El problema surge cuando el ejercicio de la libertad informativa se desconecta de estándares mínimos de verificación y responsabilidad.
Es incuestionable que el Derecho llega a la ciudadanía a través de los medios de comunicación. Precisamente por ello, la información jurídica debe transmitirse con objetividad, imparcialidad y responsabilidad. La publicidad de las actuaciones judiciales y policiales se justifica tanto por la garantía subjetiva del imputado a un juicio justo como por la necesidad democrática de transparencia. Como señala Pozuelo Pérez (2013), la publicidad procesal coadyuva al control ciudadano sobre la administración de justicia.

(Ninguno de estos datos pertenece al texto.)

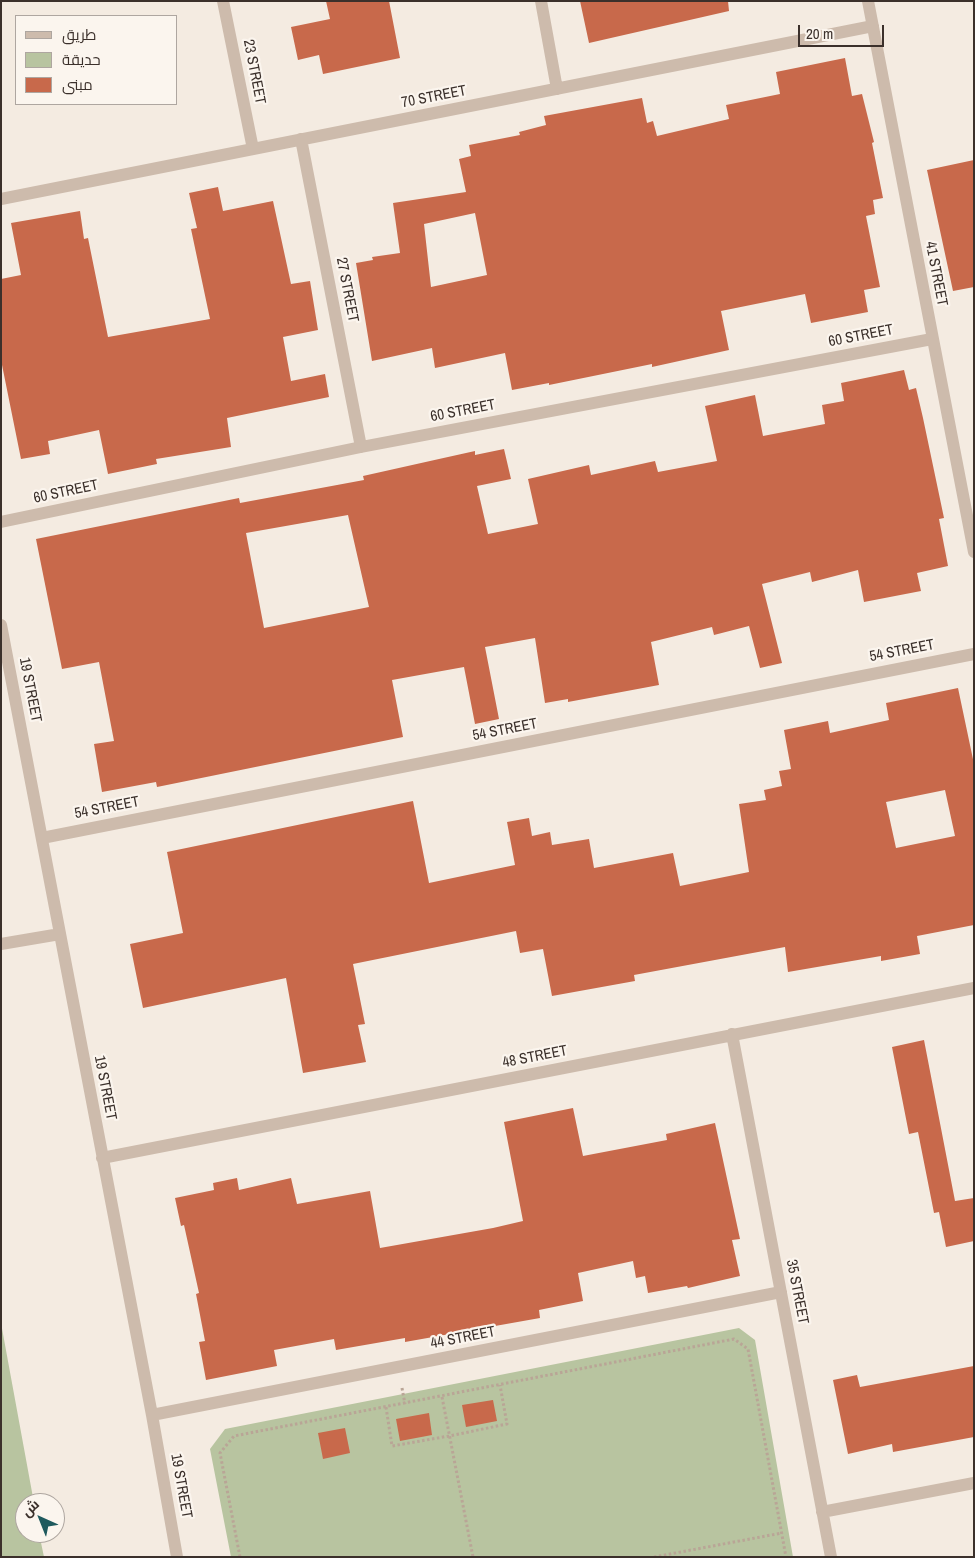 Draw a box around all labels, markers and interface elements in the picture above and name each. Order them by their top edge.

De ahí que el artículo 313 de la Ley 97-25, que instituye el Código Procesal Penal, establezca la publicidad como regla general y su restricción como excepción cuando se afecten el pudor, la intimidad o la integridad de las partes.
No se aboga aquí por limitar la libertad de expresión ni por instaurar controles preventivos, tampoco por restringir el pluralismo informativo, se sostiene, más bien, que la ausencia de estándares éticos y de responsabilidad en la comunicación pública no favorece ni la estabilidad institucional ni el ejercicio libre, independiente y veraz del periodismo.
La libertad de expresión es pilar de la democracia; pero su ejercicio, especialmente en materia penal, exige una ética compatible con la dignidad humana y con el debido proceso. Cuando la información degenera en espectáculo y el proceso en entretenimiento, no solo se pone en riesgo la reputación de las personas, sino que se debilita la credibilidad de la justicia y, con ella, la salud misma del sistema democrático.